契約結婚のススメ

「ね、ね、陽菜。初夜はもう迎えてるんでしょ。一緒に住んでいるんだもんね」
 ブッ。
「な、なにを言うかなぁ、もう」

 みんなして、興味津々に瞳を輝かせる。

「だって、陽菜。初めてじゃん」
「うんうん。陽菜はママが厳しいから、男っ気なかったしね」

「もう、やめて」

「いいから、ほら。どうだったのよ、陽菜」

「そりゃあ」
 ええ、ご想像通り。彼はとっても優しかったですよ。

『どうせ初めてなんだろう?』
『どうしてわかったの?』

『キスであんなに緊張してたら、わかるだろ』

 一貴さんはとても優しかった。

 怯えていた私が心を開くまで、撫でて優しいキスをして。
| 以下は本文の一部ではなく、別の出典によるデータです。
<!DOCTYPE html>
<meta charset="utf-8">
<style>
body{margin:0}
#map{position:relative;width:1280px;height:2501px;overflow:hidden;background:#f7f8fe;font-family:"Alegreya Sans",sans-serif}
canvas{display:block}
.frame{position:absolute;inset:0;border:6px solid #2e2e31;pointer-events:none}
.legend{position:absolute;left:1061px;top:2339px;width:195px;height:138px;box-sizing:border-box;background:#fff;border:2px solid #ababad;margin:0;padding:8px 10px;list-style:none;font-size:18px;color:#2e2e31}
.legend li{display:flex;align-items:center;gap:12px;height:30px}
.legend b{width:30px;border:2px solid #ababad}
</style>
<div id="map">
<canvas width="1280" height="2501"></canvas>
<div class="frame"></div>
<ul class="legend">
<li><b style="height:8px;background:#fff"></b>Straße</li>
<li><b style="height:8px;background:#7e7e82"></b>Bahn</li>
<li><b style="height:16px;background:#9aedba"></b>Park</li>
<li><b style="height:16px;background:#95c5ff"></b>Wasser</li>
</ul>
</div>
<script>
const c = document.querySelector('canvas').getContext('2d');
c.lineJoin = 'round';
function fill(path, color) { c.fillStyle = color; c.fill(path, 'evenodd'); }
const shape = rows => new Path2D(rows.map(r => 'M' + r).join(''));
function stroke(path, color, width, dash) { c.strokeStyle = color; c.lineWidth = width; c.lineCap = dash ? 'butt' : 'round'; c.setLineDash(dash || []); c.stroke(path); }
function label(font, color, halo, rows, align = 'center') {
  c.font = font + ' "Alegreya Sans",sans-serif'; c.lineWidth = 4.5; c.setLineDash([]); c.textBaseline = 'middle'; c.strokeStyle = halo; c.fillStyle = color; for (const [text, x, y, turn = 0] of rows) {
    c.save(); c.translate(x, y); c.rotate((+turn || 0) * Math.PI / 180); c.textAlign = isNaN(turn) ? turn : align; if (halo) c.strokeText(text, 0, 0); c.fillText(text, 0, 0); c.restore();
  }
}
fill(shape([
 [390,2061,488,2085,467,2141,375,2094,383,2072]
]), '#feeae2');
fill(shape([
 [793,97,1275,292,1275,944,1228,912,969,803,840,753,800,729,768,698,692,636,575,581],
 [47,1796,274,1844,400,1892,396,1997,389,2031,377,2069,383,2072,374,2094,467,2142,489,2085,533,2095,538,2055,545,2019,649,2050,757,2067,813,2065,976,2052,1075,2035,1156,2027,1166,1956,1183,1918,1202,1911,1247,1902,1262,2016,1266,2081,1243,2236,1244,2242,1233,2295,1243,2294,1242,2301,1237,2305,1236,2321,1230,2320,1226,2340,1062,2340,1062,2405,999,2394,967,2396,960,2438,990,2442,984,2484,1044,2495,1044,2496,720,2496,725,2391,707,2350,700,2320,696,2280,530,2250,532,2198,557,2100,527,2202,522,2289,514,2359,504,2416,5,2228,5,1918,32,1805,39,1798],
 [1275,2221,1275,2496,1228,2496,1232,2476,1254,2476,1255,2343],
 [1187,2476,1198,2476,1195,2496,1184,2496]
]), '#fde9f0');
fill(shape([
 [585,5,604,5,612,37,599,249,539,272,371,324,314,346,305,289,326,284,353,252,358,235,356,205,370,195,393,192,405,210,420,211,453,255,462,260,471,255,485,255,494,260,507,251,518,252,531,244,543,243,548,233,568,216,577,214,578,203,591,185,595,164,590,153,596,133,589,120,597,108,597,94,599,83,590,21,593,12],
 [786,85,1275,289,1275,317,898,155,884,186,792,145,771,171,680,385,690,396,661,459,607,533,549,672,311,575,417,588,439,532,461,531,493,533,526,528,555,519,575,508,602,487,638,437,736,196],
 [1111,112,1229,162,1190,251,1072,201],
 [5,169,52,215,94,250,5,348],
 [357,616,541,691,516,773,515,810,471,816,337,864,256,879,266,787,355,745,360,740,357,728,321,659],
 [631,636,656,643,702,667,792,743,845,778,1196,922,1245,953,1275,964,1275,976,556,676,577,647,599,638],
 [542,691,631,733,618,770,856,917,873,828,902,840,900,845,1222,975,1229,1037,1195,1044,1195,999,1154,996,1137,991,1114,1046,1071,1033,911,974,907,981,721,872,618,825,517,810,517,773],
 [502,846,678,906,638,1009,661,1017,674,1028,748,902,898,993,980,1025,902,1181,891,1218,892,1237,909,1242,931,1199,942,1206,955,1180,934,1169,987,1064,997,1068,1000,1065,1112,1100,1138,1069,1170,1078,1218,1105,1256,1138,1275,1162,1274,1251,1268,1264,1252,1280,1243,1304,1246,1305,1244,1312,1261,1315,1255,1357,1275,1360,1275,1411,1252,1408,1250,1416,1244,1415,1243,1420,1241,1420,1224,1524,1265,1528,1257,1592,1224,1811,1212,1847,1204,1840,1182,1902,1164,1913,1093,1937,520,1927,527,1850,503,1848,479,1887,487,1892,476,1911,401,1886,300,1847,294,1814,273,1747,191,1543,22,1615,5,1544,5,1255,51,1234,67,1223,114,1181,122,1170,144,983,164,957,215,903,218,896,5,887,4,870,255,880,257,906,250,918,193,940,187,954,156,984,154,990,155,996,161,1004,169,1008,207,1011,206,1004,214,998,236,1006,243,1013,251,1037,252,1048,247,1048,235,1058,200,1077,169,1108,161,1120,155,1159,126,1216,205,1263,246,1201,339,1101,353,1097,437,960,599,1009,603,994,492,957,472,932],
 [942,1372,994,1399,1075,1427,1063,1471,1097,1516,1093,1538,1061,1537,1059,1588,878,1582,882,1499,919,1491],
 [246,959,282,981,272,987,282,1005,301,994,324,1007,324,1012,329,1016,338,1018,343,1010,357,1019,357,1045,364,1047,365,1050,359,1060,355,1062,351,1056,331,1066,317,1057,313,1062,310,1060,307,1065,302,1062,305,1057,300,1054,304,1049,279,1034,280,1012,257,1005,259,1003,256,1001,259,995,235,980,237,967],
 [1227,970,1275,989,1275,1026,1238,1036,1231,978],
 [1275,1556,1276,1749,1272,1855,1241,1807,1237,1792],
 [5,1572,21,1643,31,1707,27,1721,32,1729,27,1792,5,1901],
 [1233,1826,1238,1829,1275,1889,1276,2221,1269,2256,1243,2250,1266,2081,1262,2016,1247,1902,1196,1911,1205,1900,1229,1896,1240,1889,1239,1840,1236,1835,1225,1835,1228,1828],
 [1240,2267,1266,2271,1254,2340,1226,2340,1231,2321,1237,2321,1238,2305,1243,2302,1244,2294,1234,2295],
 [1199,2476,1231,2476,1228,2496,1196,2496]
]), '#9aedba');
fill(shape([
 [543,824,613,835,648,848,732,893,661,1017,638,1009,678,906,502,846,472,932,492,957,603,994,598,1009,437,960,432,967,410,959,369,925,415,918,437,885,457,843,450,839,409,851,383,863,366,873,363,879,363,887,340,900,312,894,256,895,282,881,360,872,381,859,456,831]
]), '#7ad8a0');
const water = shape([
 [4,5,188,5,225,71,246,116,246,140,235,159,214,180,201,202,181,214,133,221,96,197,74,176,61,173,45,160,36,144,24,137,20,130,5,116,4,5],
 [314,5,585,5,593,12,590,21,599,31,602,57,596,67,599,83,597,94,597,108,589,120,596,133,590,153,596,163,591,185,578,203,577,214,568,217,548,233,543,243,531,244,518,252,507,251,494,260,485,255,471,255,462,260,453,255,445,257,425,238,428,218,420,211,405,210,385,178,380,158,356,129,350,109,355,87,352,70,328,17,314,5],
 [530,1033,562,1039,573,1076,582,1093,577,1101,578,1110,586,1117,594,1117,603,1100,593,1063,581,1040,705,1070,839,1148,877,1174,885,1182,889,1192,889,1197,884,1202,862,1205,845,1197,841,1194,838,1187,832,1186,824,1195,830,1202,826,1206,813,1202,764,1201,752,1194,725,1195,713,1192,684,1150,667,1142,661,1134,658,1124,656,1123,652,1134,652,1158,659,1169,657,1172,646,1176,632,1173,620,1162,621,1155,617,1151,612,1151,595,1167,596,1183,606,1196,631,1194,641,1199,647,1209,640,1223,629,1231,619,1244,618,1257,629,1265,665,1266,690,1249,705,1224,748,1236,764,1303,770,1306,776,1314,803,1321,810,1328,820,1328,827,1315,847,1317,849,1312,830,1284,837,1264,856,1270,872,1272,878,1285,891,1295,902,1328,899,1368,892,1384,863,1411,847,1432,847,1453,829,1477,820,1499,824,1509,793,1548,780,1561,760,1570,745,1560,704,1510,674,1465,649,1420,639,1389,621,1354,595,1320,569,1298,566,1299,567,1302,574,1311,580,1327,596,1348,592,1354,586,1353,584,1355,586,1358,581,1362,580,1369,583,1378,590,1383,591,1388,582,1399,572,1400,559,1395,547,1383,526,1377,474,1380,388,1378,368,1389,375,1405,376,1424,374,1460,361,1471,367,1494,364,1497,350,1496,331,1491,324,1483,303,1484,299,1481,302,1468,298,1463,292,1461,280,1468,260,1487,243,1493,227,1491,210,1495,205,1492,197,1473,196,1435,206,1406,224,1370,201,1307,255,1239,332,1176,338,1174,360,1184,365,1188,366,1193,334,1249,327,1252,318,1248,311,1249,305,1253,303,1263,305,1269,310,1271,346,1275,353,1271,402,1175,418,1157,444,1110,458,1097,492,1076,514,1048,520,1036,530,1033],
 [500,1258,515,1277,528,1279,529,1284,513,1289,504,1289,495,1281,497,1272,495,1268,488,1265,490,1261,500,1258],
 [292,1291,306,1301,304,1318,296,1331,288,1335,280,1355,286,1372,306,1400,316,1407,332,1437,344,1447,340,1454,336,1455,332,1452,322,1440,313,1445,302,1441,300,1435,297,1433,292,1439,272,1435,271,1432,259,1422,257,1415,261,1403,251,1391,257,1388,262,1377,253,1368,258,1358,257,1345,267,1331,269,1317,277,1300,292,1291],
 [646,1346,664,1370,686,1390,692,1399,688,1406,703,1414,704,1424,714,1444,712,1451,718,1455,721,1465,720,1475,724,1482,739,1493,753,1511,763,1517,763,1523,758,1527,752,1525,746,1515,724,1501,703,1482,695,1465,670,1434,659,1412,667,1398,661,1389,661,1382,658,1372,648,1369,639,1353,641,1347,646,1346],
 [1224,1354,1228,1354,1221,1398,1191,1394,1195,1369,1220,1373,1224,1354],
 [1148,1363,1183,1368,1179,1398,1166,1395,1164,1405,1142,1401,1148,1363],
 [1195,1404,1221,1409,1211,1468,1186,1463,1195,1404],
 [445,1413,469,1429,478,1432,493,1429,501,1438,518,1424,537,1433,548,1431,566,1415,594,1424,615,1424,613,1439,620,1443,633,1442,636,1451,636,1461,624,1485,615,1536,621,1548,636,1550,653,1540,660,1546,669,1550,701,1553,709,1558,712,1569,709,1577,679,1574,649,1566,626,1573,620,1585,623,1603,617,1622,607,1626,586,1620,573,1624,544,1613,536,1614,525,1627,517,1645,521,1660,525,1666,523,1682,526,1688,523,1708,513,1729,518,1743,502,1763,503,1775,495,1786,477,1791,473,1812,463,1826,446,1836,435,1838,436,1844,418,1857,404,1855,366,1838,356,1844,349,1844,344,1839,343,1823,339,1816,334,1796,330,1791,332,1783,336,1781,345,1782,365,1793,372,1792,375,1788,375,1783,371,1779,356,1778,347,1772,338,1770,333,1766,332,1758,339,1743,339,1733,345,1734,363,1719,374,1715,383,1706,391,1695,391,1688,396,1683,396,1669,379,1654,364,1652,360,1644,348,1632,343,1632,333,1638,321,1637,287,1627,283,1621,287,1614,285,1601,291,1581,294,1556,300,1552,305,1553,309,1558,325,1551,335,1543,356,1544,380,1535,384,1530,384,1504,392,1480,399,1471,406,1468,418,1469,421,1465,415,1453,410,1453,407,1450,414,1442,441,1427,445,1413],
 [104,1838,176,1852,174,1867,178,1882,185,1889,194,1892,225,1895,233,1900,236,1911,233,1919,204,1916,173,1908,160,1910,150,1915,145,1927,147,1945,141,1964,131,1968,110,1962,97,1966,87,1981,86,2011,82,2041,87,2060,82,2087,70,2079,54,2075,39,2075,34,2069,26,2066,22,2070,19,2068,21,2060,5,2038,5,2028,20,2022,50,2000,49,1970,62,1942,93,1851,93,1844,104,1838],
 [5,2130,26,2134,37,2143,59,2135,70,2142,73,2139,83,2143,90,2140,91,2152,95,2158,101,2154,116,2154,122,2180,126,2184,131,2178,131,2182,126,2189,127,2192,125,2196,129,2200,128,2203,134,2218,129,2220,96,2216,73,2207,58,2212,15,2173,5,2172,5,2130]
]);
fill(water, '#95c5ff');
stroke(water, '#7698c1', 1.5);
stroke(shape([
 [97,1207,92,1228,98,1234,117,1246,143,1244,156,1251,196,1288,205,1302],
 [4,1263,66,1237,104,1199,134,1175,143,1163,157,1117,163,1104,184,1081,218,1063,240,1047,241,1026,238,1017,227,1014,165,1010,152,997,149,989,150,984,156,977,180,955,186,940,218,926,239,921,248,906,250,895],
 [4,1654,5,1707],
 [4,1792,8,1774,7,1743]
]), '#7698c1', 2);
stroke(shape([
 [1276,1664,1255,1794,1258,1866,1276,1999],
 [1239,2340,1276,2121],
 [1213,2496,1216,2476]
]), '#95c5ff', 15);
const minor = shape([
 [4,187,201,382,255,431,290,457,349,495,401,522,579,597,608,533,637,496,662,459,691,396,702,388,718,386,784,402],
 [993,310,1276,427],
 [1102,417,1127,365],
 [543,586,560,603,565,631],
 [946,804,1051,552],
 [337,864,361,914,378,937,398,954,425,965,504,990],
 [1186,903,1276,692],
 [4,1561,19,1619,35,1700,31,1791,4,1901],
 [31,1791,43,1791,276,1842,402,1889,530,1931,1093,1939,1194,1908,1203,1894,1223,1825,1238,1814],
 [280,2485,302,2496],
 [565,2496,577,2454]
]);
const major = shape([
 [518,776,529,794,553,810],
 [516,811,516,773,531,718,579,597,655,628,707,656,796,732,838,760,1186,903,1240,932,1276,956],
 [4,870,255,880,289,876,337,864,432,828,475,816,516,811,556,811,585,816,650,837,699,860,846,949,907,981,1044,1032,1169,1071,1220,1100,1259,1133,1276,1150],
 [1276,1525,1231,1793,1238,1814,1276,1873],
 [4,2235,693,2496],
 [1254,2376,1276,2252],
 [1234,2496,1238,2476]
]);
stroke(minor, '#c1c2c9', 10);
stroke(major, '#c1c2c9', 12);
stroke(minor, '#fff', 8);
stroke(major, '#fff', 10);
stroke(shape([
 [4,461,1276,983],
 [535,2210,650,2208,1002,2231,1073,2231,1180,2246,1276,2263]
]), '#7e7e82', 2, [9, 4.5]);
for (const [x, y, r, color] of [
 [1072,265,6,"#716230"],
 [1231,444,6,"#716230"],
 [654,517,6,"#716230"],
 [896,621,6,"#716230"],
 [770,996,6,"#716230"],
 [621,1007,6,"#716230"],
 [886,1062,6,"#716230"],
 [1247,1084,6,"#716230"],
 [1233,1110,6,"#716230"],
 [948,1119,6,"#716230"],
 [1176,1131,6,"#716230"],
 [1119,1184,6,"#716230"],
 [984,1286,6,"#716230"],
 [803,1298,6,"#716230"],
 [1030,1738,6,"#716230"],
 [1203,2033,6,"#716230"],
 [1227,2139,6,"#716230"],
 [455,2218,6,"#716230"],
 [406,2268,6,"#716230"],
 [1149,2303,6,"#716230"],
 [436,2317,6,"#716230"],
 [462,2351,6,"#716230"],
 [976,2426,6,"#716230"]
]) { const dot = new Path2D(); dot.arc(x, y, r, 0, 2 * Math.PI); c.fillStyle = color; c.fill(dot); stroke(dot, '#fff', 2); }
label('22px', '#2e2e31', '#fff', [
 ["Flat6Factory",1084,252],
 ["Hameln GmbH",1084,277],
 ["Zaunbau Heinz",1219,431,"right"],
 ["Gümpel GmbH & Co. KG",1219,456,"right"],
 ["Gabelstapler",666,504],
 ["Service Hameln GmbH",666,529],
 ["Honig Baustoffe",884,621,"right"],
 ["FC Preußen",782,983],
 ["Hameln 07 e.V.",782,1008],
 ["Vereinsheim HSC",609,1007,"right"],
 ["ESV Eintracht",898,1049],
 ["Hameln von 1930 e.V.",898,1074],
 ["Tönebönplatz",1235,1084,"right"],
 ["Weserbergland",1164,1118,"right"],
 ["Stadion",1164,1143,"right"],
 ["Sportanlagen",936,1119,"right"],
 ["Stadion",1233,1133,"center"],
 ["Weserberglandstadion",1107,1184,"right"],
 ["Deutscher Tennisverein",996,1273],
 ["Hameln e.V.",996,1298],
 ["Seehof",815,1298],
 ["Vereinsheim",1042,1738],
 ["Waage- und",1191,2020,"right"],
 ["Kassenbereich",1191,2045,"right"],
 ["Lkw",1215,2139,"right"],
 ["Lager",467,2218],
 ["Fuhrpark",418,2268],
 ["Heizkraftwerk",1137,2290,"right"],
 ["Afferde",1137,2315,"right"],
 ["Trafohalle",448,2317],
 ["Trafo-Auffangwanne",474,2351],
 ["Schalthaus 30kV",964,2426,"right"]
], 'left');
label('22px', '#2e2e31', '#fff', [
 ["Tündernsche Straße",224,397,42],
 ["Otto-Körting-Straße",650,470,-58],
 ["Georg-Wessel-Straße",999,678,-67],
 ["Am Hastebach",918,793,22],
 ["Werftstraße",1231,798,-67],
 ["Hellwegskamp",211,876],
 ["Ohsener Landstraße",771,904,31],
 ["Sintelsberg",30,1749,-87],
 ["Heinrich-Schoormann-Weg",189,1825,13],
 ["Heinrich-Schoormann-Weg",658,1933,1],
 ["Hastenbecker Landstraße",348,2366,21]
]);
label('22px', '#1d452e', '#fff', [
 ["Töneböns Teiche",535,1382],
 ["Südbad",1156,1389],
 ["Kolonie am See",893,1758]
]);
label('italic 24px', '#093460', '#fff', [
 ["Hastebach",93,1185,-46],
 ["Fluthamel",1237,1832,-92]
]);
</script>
『陽菜』って耳もとで囁いて。

 そのおかげで痛みを感じたのも最初だけ。
 あとは……。

「ムフッ」

「あー! にやけてる!」
「やらしいー」

「あはは。だって!変なこと聞くから」

 正直言って幸せなんだ。
 不安以上に、今はね。心から幸せ。

「運命の糸が切れないようにがんばるね」

「そうだ! がんばれ陽菜!」

 〝赤い糸〟そんなものがもし、本当にあるなら。私たちは繋がれているって信じたいな。